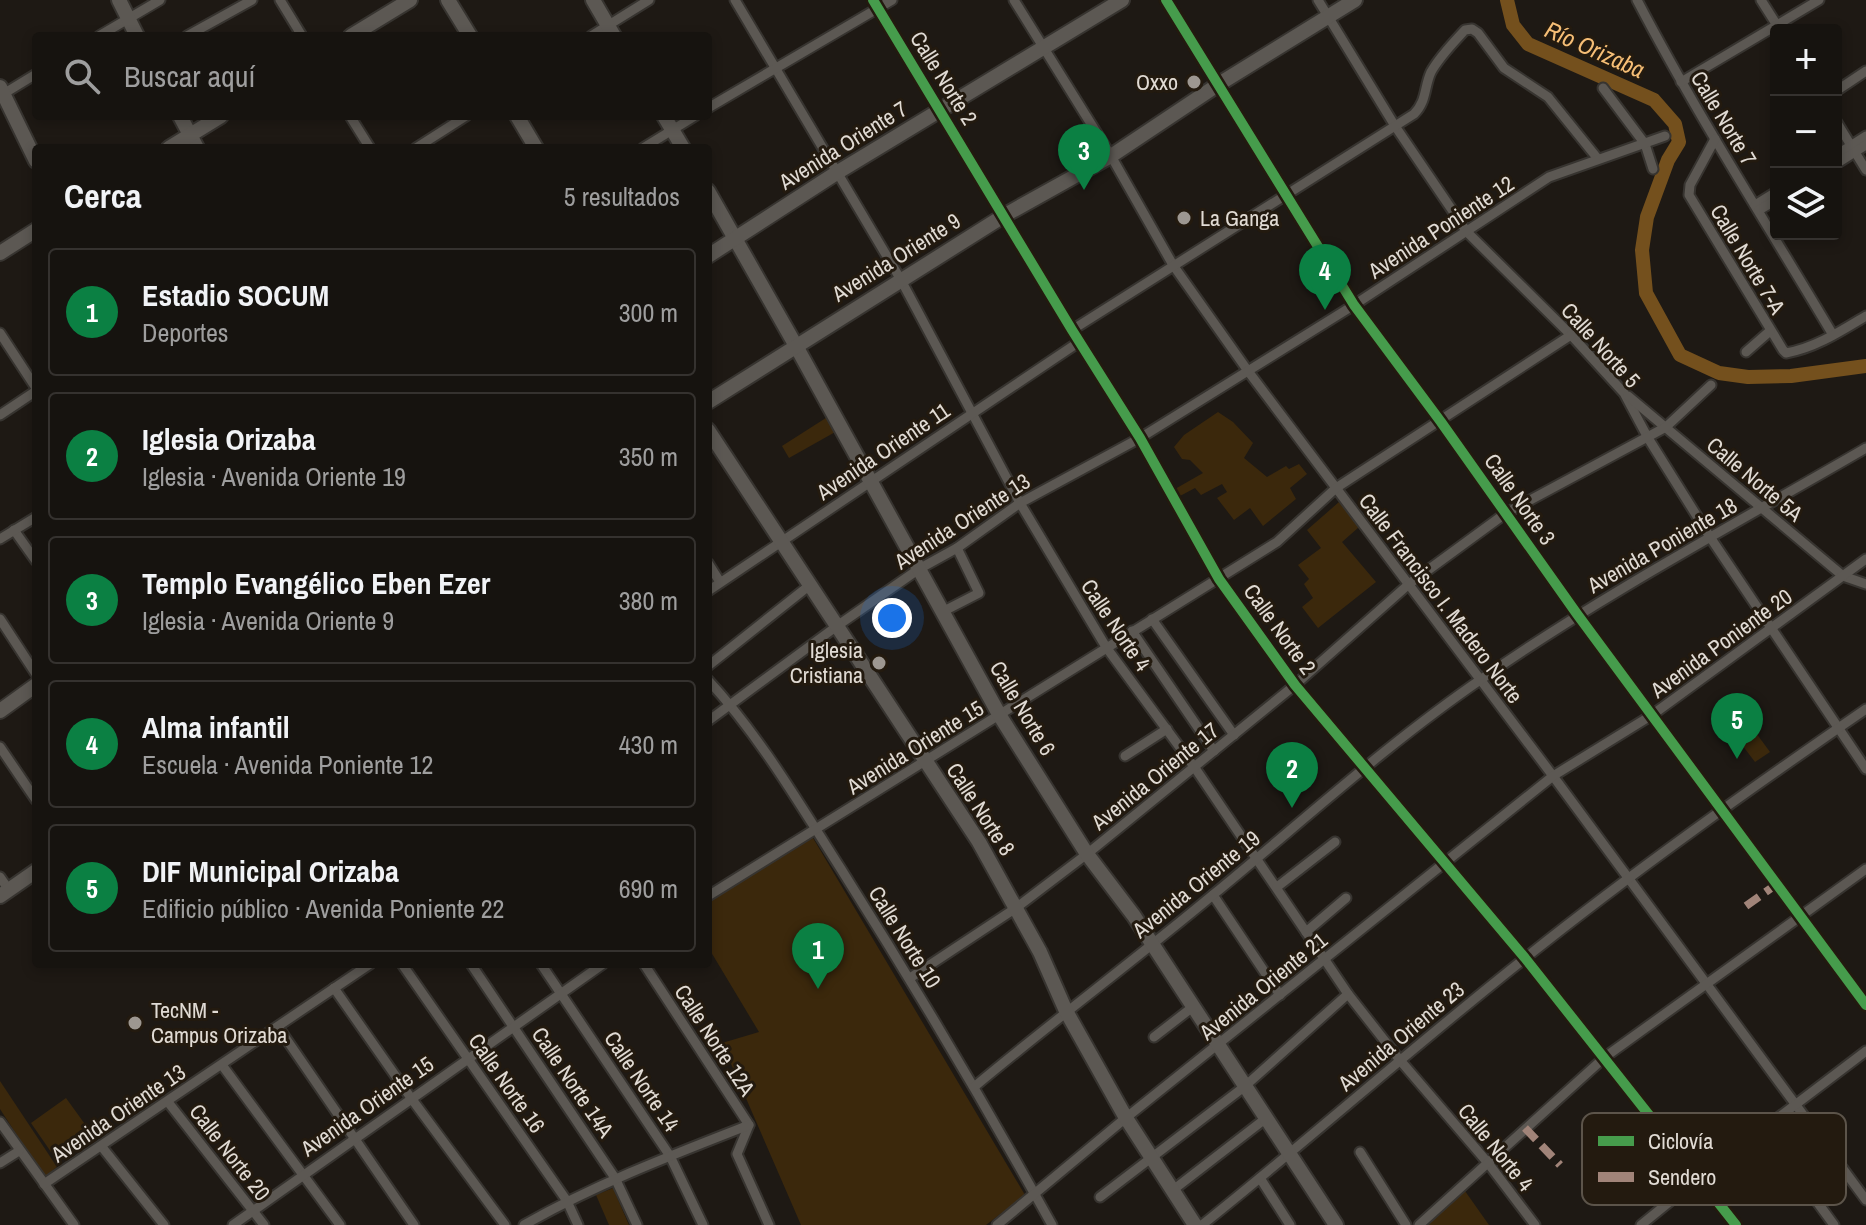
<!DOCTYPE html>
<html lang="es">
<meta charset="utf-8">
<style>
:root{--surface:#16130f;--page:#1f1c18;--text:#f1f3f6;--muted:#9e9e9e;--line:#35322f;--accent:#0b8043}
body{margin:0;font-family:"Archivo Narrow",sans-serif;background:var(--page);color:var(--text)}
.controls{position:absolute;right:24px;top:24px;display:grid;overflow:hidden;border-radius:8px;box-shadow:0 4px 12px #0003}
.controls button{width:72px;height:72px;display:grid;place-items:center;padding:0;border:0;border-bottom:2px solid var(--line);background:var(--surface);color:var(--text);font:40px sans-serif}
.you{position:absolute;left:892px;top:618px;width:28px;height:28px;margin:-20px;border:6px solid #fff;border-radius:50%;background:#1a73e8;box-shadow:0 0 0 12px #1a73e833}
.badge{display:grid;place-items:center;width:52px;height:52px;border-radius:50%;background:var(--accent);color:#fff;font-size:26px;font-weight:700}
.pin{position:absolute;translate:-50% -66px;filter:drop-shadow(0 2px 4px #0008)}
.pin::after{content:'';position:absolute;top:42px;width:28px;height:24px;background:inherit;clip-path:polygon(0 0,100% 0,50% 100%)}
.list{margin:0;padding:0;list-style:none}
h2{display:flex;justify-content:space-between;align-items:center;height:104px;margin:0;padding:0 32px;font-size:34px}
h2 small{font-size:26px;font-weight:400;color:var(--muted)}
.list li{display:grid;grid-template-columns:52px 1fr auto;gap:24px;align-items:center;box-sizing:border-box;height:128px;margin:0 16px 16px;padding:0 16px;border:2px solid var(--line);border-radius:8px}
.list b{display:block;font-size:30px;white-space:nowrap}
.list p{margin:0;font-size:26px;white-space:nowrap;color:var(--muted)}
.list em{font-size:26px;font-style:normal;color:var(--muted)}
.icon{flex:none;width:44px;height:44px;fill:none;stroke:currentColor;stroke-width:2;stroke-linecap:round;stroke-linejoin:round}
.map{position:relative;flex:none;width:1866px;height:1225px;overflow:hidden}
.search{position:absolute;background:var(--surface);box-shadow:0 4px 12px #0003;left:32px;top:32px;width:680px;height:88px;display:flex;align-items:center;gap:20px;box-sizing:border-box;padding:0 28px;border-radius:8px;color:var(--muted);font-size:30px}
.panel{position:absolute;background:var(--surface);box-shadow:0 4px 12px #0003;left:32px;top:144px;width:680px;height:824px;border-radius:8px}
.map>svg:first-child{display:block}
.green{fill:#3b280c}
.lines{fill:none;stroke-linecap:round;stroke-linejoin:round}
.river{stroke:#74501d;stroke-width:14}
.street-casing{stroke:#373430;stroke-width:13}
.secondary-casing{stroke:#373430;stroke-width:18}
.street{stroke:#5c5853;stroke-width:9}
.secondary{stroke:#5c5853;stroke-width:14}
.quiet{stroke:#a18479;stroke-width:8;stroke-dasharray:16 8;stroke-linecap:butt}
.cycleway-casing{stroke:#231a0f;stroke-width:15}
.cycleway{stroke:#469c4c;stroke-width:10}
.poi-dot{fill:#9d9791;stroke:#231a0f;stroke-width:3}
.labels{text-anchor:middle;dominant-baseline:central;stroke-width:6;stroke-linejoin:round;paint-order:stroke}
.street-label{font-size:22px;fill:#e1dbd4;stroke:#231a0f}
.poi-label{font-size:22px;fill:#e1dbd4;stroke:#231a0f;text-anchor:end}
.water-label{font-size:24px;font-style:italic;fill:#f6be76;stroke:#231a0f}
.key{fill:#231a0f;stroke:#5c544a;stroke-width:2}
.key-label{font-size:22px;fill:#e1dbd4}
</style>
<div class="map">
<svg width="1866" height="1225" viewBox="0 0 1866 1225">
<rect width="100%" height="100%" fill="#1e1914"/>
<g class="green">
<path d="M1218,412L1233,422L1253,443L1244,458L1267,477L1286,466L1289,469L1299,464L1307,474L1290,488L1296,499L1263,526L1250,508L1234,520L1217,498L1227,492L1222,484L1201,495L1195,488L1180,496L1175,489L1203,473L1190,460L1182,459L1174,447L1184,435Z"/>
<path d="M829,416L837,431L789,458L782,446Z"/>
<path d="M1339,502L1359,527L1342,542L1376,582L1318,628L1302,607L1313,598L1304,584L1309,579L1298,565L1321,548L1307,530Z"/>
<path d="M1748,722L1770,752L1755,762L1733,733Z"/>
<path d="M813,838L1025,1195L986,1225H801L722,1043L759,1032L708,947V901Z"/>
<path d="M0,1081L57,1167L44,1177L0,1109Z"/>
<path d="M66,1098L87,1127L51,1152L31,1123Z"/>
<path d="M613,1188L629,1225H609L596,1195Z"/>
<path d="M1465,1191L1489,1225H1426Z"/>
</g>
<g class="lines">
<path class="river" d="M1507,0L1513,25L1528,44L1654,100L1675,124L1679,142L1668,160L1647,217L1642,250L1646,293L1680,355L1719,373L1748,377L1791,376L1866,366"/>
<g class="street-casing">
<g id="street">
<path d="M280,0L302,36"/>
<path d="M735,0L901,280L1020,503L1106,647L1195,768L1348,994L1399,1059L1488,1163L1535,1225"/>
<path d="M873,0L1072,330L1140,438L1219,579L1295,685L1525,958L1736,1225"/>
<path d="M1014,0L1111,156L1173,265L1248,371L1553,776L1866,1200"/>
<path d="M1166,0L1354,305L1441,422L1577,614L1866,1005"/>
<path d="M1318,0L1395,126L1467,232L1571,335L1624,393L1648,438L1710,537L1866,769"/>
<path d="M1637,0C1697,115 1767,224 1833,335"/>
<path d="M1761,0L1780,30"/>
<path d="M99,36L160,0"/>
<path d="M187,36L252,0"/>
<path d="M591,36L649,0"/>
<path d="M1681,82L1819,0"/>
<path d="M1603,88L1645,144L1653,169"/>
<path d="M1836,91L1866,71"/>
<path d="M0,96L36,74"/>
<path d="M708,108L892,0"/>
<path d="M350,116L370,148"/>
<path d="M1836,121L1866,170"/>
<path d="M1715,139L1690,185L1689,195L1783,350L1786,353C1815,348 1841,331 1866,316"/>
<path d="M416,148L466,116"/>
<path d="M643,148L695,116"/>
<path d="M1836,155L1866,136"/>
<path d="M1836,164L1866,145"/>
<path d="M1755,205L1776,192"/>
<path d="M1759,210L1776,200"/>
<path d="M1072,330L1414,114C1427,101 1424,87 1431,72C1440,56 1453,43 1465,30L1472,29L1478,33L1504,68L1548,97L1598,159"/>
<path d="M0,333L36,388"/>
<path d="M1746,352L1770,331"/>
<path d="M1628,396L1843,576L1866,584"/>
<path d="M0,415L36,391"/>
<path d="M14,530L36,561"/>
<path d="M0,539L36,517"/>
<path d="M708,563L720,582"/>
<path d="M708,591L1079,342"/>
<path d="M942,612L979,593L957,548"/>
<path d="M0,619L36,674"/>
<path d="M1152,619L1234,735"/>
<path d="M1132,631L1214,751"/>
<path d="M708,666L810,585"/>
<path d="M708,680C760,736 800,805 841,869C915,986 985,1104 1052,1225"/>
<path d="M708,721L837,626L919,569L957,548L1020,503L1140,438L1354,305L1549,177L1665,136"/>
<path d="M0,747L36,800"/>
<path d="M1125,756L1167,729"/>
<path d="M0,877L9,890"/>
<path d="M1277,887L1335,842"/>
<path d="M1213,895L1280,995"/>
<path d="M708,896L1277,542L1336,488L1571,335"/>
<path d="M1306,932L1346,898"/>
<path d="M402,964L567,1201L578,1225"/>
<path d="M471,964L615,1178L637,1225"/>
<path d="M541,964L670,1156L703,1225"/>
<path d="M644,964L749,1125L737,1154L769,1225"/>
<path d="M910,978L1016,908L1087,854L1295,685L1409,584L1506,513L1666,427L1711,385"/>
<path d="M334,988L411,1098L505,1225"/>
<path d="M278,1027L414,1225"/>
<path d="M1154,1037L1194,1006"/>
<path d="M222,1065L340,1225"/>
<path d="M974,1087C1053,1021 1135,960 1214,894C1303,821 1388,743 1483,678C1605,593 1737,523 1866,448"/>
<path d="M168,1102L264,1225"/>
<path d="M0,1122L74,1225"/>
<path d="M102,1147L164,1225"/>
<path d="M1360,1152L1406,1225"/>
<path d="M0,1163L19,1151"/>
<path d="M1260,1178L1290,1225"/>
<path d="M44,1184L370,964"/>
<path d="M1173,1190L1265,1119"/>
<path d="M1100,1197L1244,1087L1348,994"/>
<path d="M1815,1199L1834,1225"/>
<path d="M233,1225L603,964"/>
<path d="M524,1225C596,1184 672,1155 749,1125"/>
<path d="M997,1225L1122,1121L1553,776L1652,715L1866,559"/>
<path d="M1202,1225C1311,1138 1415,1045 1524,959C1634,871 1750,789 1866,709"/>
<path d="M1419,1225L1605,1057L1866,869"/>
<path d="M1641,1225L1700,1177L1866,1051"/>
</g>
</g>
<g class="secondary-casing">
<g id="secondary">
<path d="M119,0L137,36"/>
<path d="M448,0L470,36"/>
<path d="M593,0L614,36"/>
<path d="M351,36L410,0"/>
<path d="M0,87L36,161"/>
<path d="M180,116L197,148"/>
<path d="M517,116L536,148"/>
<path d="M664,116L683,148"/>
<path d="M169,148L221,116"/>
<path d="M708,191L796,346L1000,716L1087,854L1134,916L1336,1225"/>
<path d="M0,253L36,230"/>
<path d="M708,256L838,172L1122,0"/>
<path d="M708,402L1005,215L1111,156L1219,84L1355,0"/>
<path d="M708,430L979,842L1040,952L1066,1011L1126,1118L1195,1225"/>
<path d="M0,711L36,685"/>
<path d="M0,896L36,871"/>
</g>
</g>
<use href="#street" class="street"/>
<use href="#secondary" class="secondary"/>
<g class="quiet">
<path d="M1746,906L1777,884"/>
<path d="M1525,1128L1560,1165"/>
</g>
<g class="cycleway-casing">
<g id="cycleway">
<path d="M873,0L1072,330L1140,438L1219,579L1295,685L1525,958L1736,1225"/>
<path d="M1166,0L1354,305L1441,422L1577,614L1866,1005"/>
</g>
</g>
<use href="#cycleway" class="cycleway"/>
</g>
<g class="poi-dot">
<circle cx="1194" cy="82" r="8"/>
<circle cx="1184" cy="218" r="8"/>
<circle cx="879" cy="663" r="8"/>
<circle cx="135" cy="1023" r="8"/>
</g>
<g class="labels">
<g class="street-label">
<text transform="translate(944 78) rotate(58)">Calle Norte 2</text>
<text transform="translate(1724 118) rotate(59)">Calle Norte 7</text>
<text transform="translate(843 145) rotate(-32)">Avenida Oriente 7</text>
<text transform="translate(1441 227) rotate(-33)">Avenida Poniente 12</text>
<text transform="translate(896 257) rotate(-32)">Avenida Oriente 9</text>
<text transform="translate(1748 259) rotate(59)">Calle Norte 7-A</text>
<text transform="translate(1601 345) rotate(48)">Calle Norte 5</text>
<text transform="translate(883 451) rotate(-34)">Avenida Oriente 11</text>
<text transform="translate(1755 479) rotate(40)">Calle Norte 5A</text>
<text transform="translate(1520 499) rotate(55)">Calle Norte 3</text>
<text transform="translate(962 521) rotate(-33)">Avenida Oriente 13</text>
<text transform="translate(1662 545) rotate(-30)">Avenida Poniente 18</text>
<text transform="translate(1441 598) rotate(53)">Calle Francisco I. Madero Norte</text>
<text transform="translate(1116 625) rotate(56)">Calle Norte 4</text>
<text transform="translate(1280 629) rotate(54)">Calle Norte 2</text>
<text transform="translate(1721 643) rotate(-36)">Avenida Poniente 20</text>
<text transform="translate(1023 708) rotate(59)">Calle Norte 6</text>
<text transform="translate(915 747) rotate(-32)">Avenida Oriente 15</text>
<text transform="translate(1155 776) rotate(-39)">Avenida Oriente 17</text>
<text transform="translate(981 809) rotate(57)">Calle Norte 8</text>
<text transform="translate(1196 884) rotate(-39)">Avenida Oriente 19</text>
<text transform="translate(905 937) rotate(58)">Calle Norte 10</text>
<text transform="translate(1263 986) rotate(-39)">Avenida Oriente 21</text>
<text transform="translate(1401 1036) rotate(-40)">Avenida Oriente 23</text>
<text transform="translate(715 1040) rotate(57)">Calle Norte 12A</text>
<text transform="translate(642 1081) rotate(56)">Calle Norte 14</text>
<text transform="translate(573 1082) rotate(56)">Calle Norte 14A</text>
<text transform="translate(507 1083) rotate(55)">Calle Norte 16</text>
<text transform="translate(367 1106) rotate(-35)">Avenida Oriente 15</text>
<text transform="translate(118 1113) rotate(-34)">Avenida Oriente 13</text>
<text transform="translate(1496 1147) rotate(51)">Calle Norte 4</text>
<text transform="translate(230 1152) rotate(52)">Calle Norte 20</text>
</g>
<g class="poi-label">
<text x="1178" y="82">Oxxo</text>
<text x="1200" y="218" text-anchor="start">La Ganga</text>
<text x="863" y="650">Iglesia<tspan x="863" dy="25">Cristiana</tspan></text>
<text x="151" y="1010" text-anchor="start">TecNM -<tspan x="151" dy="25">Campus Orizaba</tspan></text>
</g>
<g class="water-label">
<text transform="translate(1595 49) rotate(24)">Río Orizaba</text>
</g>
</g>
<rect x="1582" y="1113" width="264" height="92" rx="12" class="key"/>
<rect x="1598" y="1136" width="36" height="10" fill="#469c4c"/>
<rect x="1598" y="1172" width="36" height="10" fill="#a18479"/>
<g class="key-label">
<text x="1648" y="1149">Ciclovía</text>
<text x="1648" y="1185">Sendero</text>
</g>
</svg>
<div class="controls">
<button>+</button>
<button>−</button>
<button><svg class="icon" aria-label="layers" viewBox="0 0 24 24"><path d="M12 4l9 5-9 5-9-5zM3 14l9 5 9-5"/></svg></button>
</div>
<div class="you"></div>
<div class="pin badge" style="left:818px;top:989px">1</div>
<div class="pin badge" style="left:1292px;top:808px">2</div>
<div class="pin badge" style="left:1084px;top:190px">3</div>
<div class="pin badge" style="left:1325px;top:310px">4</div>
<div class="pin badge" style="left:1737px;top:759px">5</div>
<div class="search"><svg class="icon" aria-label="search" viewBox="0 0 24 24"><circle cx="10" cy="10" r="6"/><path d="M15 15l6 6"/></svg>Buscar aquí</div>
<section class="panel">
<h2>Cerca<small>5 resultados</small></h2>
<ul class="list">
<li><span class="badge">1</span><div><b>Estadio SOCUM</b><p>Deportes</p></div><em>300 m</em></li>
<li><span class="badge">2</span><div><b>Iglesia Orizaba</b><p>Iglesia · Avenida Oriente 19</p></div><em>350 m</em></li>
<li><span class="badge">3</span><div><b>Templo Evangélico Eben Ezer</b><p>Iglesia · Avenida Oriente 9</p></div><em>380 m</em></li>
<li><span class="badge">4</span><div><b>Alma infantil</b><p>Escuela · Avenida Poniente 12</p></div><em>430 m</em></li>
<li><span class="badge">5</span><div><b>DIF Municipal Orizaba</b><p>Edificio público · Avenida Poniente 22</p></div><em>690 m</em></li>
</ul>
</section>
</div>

→ **What you should do**:
Only lines holding the word "search" are wanted, so copy each of them from the records above.

→ **Task output**:
.search{position:absolute;background:var(--surface);box-shadow:0 4px 12px #0003;left:32px;top:32px;width:680px;height:88px;display:flex;align-items:center;gap:20px;box-sizing:border-box;padding:0 28px;border-radius:8px;color:var(--muted);font-size:30px}
<div class="search"><svg class="icon" aria-label="search" viewBox="0 0 24 24"><circle cx="10" cy="10" r="6"/><path d="M15 15l6 6"/></svg>Buscar aquí</div>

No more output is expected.